Michigan State posted a better shooting percentage in the first half than the Tar Heels – 51.6 to 51.3 – but still found itself down, 53-39. North Carolina then quickly erased any thoughts of a comeback by flexing its defensive muscle and exploding out of the break with a 14-2 spurt to build a 67-41 margin, and the rout was on.
But if you're not one to put much faith into the opinions of your garden variety sportswriters, then you should at least be willing to listen to the words of a decorated head coach that owns a national championship and four Final Four appearances.
"I think it's potentially the best team we've played against over the years," Michigan State head coach Tom Izzo told reporters during his postgame press conference. "You didn't see our real team tonight, but our real team might have lost by 20. They're definitely one of the best teams I've seen in my 25 years at Michigan State."
Izzo needed a Tom Herzog layup with nine seconds left to avoid the most-lopsided defeat of his tenure in East Lansing. Iowa beat Michigan State by 36 during the head coach's first season in 1996.
The magnitude of this victory was obvious as soon as Roy Williams stepped to the podium to address the media. The UNC head coach spent his opening statement coming up with excuses for his opponent – tired legs from a weekend of travel and games, injuries, lack of bodies.
Those are the type of comments we've grown to expect from Williams after wins over inferior opponents such as Chaminade and UNC Asheville – not a team that boasts a Big Ten-best 11 straight NCAA Tournament appearances.
"We feel very lucky, and we were lucky to get the schedule like this," Williams said. "We played Sunday, but it was at home. They played Friday, Saturday and Sunday and then come and play like this, and they've got some guys banged up to begin with."
Never mind that this was North Carolina's seventh game in 15 days, four of which occurred on the West Coast or beyond, or that seven of the 13 Tar Heels on scholarship have battled some form of injury during the early months of the season.
North Carolina obliterated the Spartans despite Deon Thompson (10 points, seven rebounds) and Danny Green (six points, five rebounds) having off-games offensively on Wednesday. Tyler Hansbrough led all scorers with 25 points and 11 rebounds, and Ty Lawson added another dazzling stat line of his own – 17 points, eight assists, seven steals and zero turnovers.
In his last five outings, the junior point guard has dished out 38 assists against just three turnovers.
But the offensive firepower that UNC displayed against Michigan State – 47.9 percent shooting on 34-of-71 field goal attempts – is nothing new to observers, especially not during Williams' tenure. The Tar Heels have always been able to outscore most programs that they encounter, even if those teams drain a high percentage of their shots.

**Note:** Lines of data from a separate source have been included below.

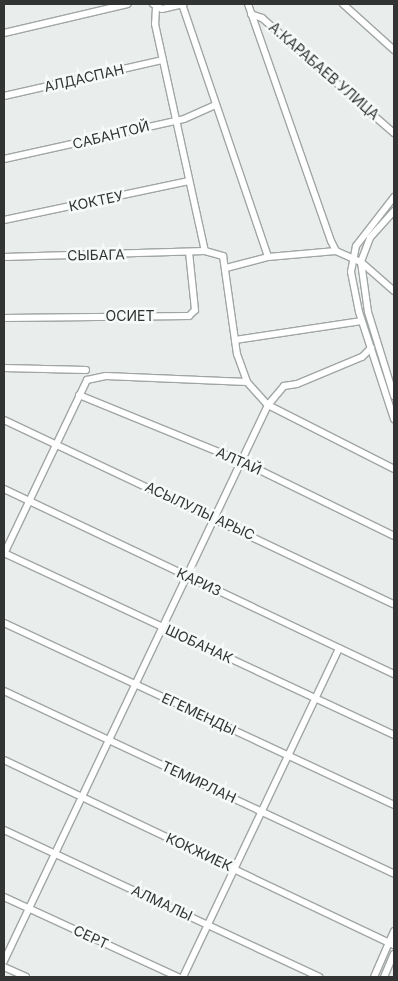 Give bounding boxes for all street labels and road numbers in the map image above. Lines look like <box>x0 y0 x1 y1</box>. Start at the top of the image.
street label: А.КАРАБАЕВ УЛИЦА <box>266 19 382 123</box>
street label: АЛДАСПАН <box>42 61 126 95</box>
street label: САБАНТОЙ <box>71 117 151 153</box>
street label: КОКТЕУ <box>67 187 125 215</box>
street label: СЫБАГА <box>67 246 125 264</box>
street label: ОСИЕТ <box>106 308 154 324</box>
street label: АЛТАЙ <box>214 444 264 478</box>
street label: АСЫЛУЛЫ АРЫС <box>143 478 257 544</box>
street label: КАРИЗ <box>174 564 224 600</box>
street label: ШОБАНАК <box>163 621 235 667</box>
street label: ЕГЕМЕНДЫ <box>159 689 239 739</box>
street label: ТЕМИРЛАН <box>159 757 239 807</box>
street label: КОКЖИЕК <box>163 829 235 875</box>
street label: АЛМАЛЫ <box>129 882 195 924</box>
street label: СЕРТ <box>71 922 111 952</box> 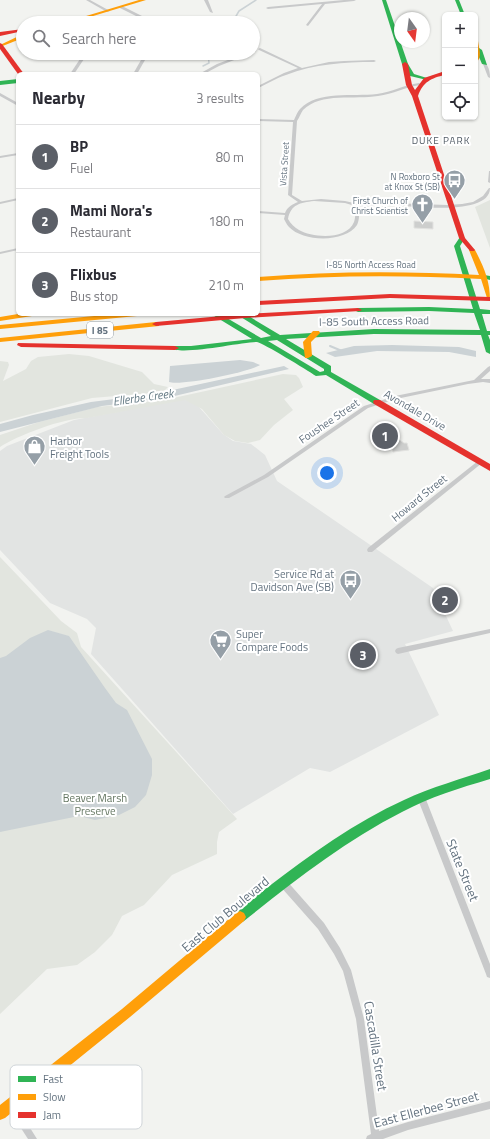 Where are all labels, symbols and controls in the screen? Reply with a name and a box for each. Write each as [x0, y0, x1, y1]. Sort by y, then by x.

What's been missing is the choking presence of intense defensive pressure – until now. For the fourth time in five games, the Tar Heels held its opponent to under 30 percent shooting for a half. Michigan State may have connected on 51.3 percent of its field goal attempts in the first half, but the Spartans made only seven of their 35 shots when it mattered down the stretch. North Carolina scored 27 points off 22 MSU turnovers, thanks in part to 15 steals.
It's difficult to outscore the Tar Heels – only three teams accomplished that feat in 39 tries in 2007-08 – but shooting below 40 percent, as their opponents have consistently done through eight games this season, makes it darn near impossible.
"Our defense is so much better than last year, so we're going to keep trying to improve on it and that will make us better as a team," Lawson said.
The season has just begun, but North Carolina's performance on Wednesday night made one thing perfectly clear – the Tar Heels winning the national championship would not be as big of a story as somebody knocking them off their perch atop the college basketball world.